Our president is a brilliant speaker - but his superb comedic stylings are not appreciated enough, in my view. This video represents Obama at his best. Unfortunately it's not available on Youtube yet, so those without Facebook access can't see it. As soon as it is available I will embed it in this blog. In the meantime it's here.


Wednesday, November 04, 2015

Since when has Rupert Murdoch needed ANY fact checkers?

From the Washington Post

The National Geographic Society of Washington will lay off about 180 of its 2,000 employees in a cost-cutting move that follows the sale of its famous magazine and other assets to a company controlled by Rupert Murdoch. 
The reduction, the largest in the organization’s 127-year history, appears to affect almost every department of the nonprofit organization, including the magazine, which the society has published since just after its founding in 1888. The reduction also will affect people who work for the National Geographic Channel, the most profitable part of the organization.
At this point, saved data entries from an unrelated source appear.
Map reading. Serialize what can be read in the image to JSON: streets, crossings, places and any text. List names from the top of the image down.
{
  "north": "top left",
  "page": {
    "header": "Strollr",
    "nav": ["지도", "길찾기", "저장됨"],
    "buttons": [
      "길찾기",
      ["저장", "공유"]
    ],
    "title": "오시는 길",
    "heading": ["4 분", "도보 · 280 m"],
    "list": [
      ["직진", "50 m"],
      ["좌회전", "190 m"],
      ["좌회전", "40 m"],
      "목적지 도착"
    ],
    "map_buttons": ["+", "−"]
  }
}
Several people in the channel’s fact-checking department, for example, were terminated on Tuesday, employees said.

Tuesday, November 03, 2015

Mr. Rogers earns 20 million dollars with his mouth

At first I thought Senator Pastore was pretty snippy with Fred Rogers - but apparently it was the snippiness of respect.
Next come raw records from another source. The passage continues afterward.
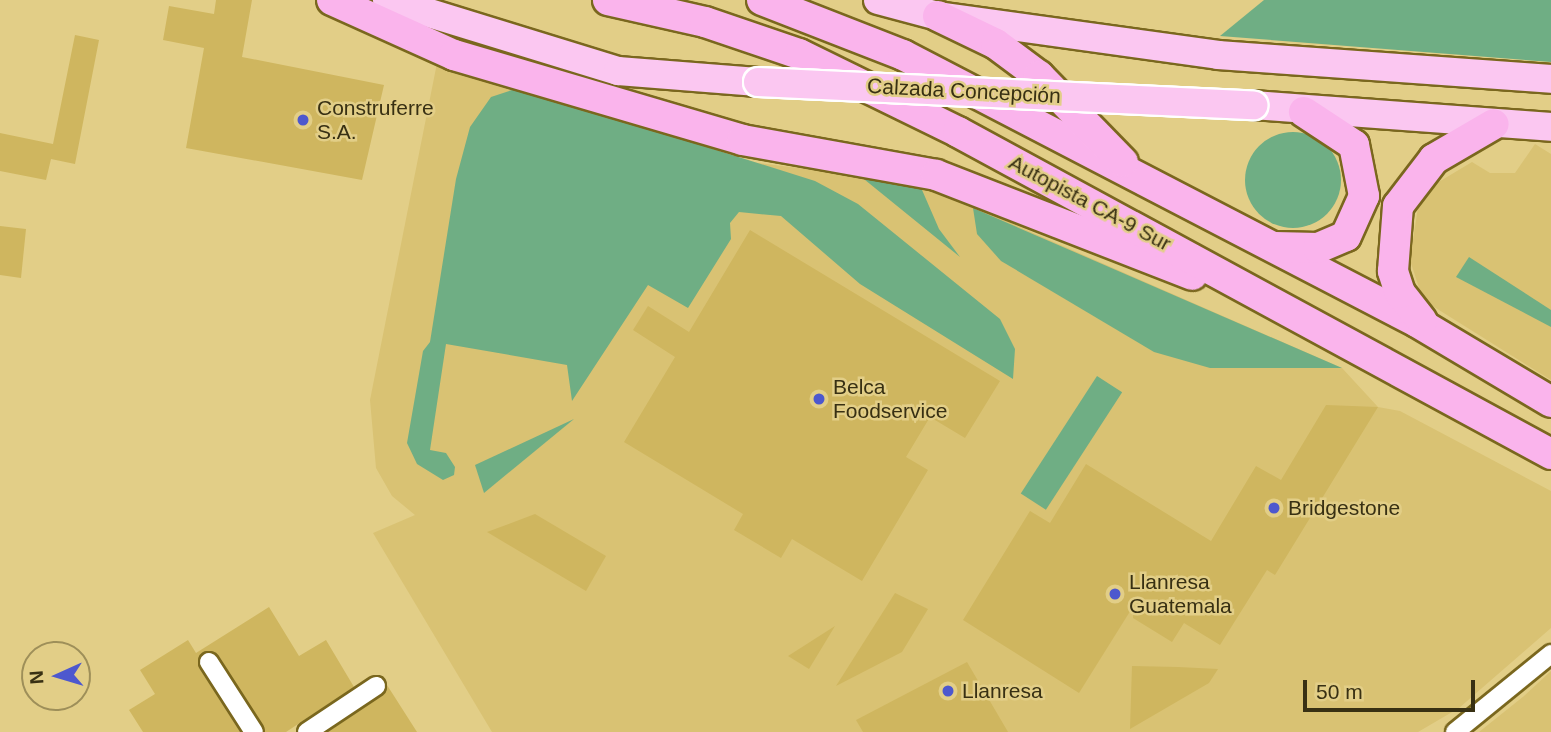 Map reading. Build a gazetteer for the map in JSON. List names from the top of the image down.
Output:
{
  "streets": {
    "highway": ["Autopista CA-9 Sur"],
    "main road": ["Calzada Concepción"]
  },
  "places": [
    "Construferre S.A.",
    "Belca Foodservice",
    "Bridgestone",
    "Llanresa Guatemala",
    "Llanresa"
  ],
  "scale_bar": "50 m",
  "north": "left"
}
Forbes wrote a piece about this hearing: How Emotional Intelligence Landed Mr. Rogers $20 Million
On the 1st of May in 1969, Mr. Rogers addressed the Senate to argue that $20 million in funding for PBS should not be cut. John Pastore, the Senator from Rhode Island who led the hearing, had never seen nor hear of Mr. Rogers’ television show. It took Mr. Rogers just six minutes to convince the gruff and impatient Senator from Rhode Island that the $20 million was well worth it.
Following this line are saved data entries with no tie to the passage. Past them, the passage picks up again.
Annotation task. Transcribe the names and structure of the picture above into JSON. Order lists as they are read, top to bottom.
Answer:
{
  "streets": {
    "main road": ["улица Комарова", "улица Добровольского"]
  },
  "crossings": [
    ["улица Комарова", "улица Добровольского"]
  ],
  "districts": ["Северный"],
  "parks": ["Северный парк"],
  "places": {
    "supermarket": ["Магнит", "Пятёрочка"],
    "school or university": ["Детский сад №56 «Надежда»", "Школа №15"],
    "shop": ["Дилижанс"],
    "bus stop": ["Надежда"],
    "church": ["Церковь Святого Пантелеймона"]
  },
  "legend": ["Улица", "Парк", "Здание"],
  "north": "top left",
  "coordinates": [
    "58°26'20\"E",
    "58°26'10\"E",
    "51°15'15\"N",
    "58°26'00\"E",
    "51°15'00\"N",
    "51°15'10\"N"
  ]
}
This video about 35 Facts about Mr. Rogers is great too, especially the anecdote about the limo driver.

Monday, November 02, 2015

Happy Blogger-versary!

Wow, here it is, 10 years since my first blog post on November 2, 2005

Since that date:

My former partner and I won against Edward Einhorn and his copyright scheme ~ I wrote an article for the Dramatists Guild here. I got to know playwright David Ives a little since he was editing the Guild magazine at time. And I got an anecdote about David Ives and the bullwhip out of that one.

I did lots of self-productions which can be seen at my Mergatroyd site. One of them, Jane Eyre, nearly drove me into bankruptcy. And I became an award-winning playwright.

I turned NYCPlaywrights into a money-making venture instead of a money-losing venture. Of course it is not a lot of money. But it's still better than losing money.

I wrote sonnets because I was in unrequited love with a complete mediocrity. You're never too old to be a fool for love. But I did enjoy writing the sonnets. And some of them are not bad.

I got my first booty call, and from the son of a movie star yet. I did not take him up on it.

Obama became president Oh, yeah, that. Kind of a big deal. I was very excited when it happened, although I had been rooting for Hillary during the primaries. But I liked Obama too, and I think he's proven to be an unusually effective president, in spite of the hideousness of the Republican party.

I often expressed my love for Jon Stewart. And Paul Krugman. And my contempt for Ayn Rand, New Atheists and Social Justice Warriors.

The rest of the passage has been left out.